Source data.
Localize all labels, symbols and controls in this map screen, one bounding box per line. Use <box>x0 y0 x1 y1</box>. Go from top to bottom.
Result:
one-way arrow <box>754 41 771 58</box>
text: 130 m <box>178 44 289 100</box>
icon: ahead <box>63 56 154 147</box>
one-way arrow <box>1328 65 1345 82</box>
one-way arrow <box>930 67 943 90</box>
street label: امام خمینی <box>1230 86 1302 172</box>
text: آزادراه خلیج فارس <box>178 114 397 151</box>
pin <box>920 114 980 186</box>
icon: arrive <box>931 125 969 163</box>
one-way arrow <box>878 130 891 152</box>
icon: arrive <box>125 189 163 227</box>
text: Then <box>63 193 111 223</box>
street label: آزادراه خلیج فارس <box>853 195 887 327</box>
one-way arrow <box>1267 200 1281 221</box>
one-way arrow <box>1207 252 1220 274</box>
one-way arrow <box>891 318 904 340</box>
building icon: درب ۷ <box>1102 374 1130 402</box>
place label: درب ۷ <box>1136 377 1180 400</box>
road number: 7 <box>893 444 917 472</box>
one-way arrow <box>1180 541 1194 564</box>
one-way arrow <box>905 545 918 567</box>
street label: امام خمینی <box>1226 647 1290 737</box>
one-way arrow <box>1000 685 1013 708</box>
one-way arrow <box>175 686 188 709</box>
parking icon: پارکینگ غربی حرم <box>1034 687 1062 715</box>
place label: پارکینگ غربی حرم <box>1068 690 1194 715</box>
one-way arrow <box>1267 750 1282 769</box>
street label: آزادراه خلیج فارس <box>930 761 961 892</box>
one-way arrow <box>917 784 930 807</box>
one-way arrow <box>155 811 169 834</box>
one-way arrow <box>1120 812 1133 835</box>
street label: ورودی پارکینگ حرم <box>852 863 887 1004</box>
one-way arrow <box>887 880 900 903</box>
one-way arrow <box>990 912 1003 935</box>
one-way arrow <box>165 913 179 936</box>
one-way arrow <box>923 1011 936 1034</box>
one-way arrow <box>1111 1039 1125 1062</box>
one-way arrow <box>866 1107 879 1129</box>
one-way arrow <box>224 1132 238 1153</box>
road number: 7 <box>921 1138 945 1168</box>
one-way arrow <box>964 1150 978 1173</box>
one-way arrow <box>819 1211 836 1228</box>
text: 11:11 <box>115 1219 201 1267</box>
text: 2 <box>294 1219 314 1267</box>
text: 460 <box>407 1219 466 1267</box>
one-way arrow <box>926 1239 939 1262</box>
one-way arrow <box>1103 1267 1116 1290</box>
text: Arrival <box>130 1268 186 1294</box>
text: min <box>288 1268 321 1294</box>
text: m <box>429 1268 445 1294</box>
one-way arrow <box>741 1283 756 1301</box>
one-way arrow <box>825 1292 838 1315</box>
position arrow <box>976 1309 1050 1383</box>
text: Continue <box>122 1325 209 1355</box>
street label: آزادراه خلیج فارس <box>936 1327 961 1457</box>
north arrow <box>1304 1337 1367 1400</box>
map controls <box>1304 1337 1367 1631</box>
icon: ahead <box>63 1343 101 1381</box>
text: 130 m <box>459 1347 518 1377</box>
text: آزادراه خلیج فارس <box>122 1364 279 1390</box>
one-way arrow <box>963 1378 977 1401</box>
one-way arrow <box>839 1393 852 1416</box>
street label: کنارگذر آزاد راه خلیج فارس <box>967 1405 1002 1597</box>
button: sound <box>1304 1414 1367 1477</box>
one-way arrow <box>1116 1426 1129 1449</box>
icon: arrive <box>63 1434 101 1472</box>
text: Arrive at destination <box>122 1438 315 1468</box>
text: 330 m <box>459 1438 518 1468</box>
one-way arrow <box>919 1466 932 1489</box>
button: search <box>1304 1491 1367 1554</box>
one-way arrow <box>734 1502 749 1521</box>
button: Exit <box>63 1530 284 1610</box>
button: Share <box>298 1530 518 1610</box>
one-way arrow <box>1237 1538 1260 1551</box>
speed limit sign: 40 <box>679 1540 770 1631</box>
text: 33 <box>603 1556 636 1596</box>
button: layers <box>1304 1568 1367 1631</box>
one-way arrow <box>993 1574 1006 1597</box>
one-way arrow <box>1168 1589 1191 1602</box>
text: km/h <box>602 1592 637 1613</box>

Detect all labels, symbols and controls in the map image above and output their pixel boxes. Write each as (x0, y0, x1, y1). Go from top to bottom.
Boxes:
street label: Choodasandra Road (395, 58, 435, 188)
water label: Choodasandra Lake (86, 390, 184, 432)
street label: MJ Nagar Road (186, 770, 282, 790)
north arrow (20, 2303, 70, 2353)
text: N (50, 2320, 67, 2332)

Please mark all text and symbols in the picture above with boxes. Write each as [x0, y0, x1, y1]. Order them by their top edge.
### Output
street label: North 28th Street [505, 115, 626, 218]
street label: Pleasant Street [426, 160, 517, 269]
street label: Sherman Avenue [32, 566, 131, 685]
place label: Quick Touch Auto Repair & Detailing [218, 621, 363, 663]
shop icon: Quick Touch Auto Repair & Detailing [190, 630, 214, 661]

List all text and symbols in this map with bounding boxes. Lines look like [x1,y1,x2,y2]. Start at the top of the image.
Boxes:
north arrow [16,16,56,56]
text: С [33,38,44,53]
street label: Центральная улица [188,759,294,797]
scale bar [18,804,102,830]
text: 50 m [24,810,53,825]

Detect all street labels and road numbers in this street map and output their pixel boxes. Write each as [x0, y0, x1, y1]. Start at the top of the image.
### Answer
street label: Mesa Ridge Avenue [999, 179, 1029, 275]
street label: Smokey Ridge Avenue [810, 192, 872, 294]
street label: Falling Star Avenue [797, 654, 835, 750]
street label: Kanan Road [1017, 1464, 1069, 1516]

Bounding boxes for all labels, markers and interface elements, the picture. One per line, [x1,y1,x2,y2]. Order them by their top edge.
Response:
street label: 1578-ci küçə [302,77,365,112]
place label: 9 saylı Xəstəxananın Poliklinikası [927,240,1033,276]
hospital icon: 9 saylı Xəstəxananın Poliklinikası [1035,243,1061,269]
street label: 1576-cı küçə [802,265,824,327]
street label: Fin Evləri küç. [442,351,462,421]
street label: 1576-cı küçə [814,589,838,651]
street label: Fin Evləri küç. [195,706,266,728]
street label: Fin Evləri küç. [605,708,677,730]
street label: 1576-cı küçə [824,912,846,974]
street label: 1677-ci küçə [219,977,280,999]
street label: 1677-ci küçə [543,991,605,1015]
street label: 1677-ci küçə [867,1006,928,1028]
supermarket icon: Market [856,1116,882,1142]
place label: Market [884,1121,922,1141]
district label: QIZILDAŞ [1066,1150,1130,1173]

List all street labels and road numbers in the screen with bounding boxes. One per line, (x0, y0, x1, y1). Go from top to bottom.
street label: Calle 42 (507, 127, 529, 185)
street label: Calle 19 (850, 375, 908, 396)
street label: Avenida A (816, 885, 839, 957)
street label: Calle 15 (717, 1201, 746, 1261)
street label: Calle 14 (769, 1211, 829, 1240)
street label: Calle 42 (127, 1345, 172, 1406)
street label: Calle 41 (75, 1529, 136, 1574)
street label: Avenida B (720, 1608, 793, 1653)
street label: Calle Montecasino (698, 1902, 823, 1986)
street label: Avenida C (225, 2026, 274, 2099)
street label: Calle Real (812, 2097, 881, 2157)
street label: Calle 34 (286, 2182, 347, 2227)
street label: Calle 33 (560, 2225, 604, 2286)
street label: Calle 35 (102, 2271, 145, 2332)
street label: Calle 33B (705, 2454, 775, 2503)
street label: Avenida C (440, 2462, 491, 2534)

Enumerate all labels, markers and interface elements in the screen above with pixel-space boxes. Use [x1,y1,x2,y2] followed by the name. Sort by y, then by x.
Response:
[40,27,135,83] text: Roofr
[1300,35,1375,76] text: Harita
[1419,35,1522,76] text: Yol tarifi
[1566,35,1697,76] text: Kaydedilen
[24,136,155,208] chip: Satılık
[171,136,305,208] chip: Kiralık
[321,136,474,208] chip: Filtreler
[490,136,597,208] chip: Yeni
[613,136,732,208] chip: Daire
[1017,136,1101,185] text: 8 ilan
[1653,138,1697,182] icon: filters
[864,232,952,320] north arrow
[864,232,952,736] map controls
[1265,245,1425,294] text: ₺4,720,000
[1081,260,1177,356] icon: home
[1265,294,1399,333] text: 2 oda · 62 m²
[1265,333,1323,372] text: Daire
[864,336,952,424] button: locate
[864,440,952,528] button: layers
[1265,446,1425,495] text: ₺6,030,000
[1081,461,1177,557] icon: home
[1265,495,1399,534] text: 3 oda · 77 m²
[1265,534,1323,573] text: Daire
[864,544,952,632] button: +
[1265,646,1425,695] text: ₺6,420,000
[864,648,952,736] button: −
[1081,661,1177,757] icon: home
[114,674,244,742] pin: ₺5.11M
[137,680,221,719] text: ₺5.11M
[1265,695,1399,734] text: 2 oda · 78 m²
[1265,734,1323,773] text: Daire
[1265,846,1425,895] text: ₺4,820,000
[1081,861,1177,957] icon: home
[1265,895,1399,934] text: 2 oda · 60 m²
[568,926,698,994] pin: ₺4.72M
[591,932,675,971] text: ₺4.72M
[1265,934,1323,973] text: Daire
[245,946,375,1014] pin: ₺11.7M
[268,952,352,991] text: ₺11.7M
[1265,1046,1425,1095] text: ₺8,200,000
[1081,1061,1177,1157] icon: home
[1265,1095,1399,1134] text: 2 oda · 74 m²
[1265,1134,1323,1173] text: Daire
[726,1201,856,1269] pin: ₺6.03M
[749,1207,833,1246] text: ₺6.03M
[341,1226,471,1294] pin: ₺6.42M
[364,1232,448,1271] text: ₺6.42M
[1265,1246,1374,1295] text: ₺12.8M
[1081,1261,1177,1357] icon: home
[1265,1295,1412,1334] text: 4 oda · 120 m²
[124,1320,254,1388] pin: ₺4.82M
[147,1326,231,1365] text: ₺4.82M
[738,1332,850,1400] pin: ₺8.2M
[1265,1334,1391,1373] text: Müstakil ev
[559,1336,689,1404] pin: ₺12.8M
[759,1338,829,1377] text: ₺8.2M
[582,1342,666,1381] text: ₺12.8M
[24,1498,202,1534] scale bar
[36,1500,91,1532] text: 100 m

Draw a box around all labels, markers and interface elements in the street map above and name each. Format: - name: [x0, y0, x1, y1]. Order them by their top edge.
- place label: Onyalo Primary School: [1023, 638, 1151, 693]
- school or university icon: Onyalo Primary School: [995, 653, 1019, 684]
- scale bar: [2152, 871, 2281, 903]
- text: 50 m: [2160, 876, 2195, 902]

Aim of the exercise.
If a line of the listing contains the string "picture", count it; then report the total alone.

Task answer.
2